Compared to the “GENIUS Act,” which is still under Senate review, the “CLARITY Act” is seen by some legislators as a remedial measure. Davidson also admits that the law attempts to patch the flaws of the “GENIUS Act,” such as including provisions to protect self-custody. However, he is not optimistic about the final outcome.

Davidson bluntly states that as long as the “GENIUS Act” becomes law, even if the “CLARITY Act” passes, improvements to personal freedom will likely be “cosmetic fixes.” He expects that account-based financial systems will remain the policy focus, while truly decentralized, trustless forms of money will continue to be marginalized.

Lawmakers with similar views to Davidson are not few.
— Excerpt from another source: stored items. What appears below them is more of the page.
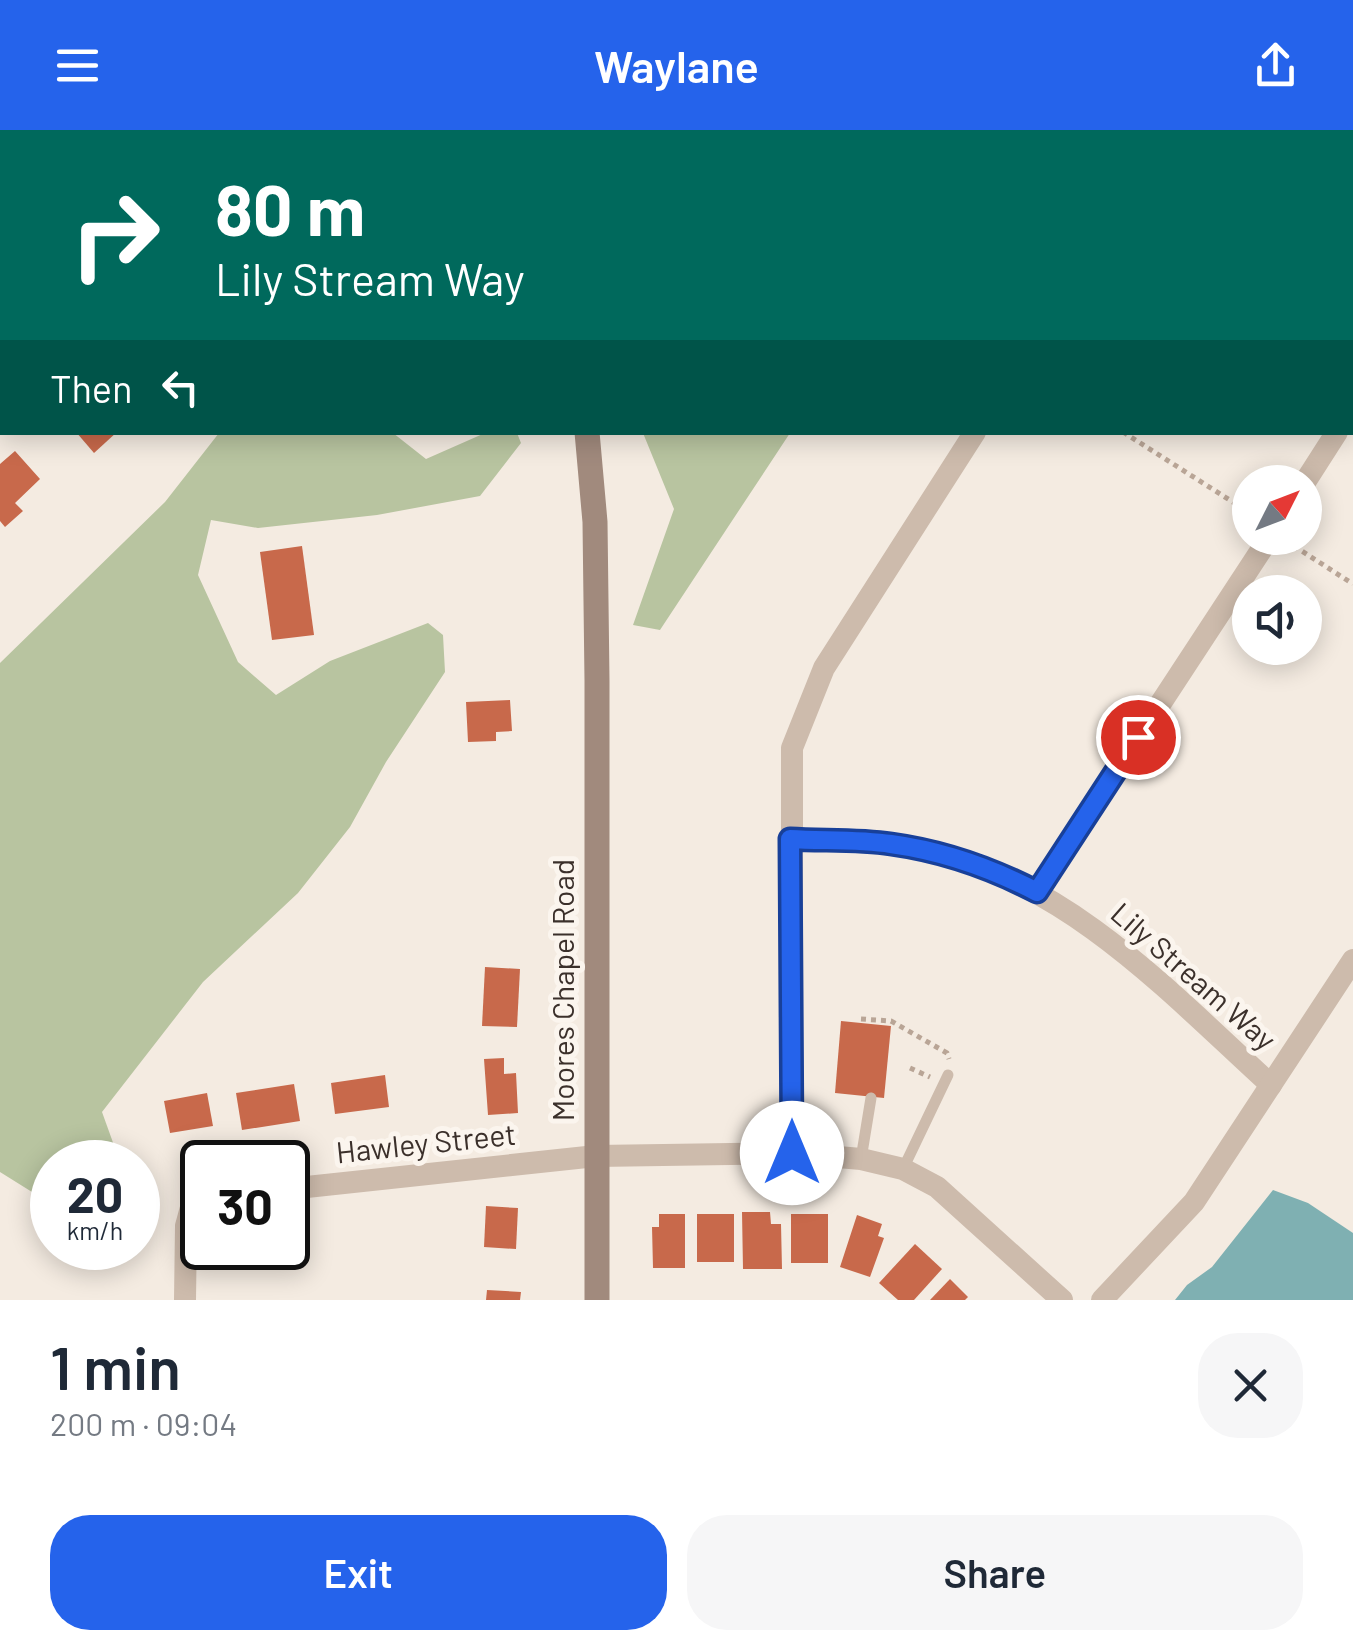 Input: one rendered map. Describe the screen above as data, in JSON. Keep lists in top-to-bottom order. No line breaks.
{"streets":{"street":["Lily Stream Way","Moores Chapel Road","Hawley Street"]},"crossings":[["Moores Chapel Road","Hawley Street"]],"north":"top right","page":{"header":"Waylane","turn":["80 m","Lily Stream Way"],"then":"Then","speed":"20 km/h","limit":"30","heading":["1 min","200 m · 09:04"],"buttons":["Exit","Share"]}} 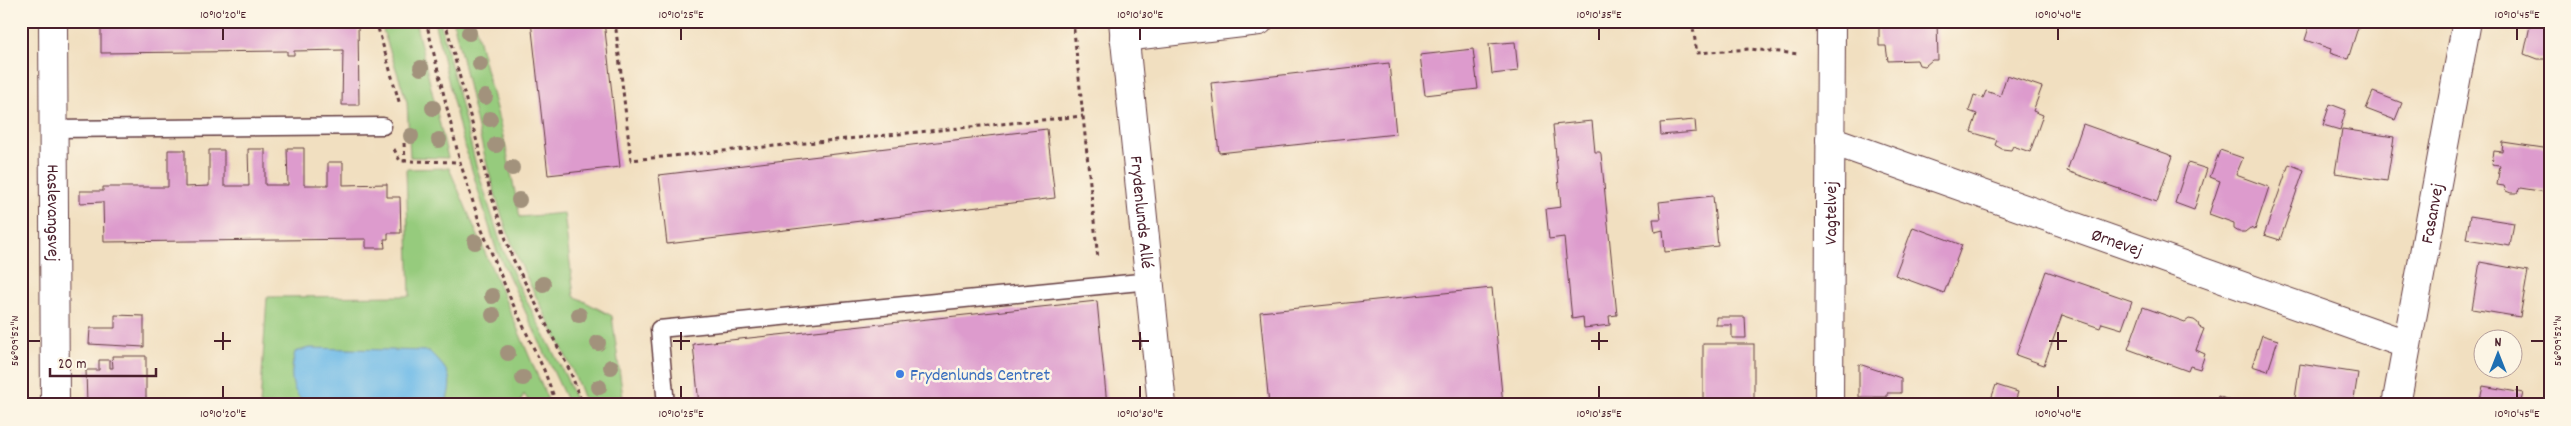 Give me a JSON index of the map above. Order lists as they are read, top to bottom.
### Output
{
  "streets": {
    "street": [
      "Haslevangsvej",
      "Frydenlunds Allé",
      "Vagtelvej",
      "Fasanvej",
      "Ørnevej"
    ]
  },
  "crossings": [
    ["Vagtelvej", "Ørnevej"],
    ["Fasanvej", "Ørnevej"]
  ],
  "places": ["Frydenlunds Centret"],
  "scale_bar": "20 m",
  "north": "top",
  "coordinates": [
    "10°10'20\"E",
    "10°10'25\"E",
    "10°10'30\"E",
    "10°10'35\"E",
    "10°10'40\"E",
    "10°10'45\"E",
    "56°09'52\"N"
  ]
}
Republican Congressman Marjorie Taylor Greene also publicly opposes the “GENIUS Act,” directly criticizing it for handing power back to banks and opening a backdoor for CBDC. She emphasizes that the real risks come from digital identity, central bank digital currencies, and the erosion of self-custody.

Bitcoin’s Original Promise Revisited, Self-Custody Becomes a Regulatory Divide

In multiple speeches, Davidson repeatedly emphasizes that Bitcoin’s original purpose was not as a “liquidity-starved inflation hedge,” but as a payment system that allows value transfer globally in real-time without third-party permission. He believes that current policies overly focus on account management and compliance controls, which stifles this fundamental innovation.

Davidson warns that future government and industry efforts will continue to push digital identity systems, linking “ability to use money” with identity verification. While appearing to enhance security and convenience, this could evolve into a highly monitored financial order. He advocates that transaction rights should be regarded as a basic freedom and should not be restricted without reasonable cause.

Faced with this trend, Davidson calls on voters to pressure Congress to oppose CBDC, resist mandatory digital identities, and defend the right to self-custody. He admits that reversing this course may require a “miracle,” but still believes that defending decentralization principles will determine the future shape of money.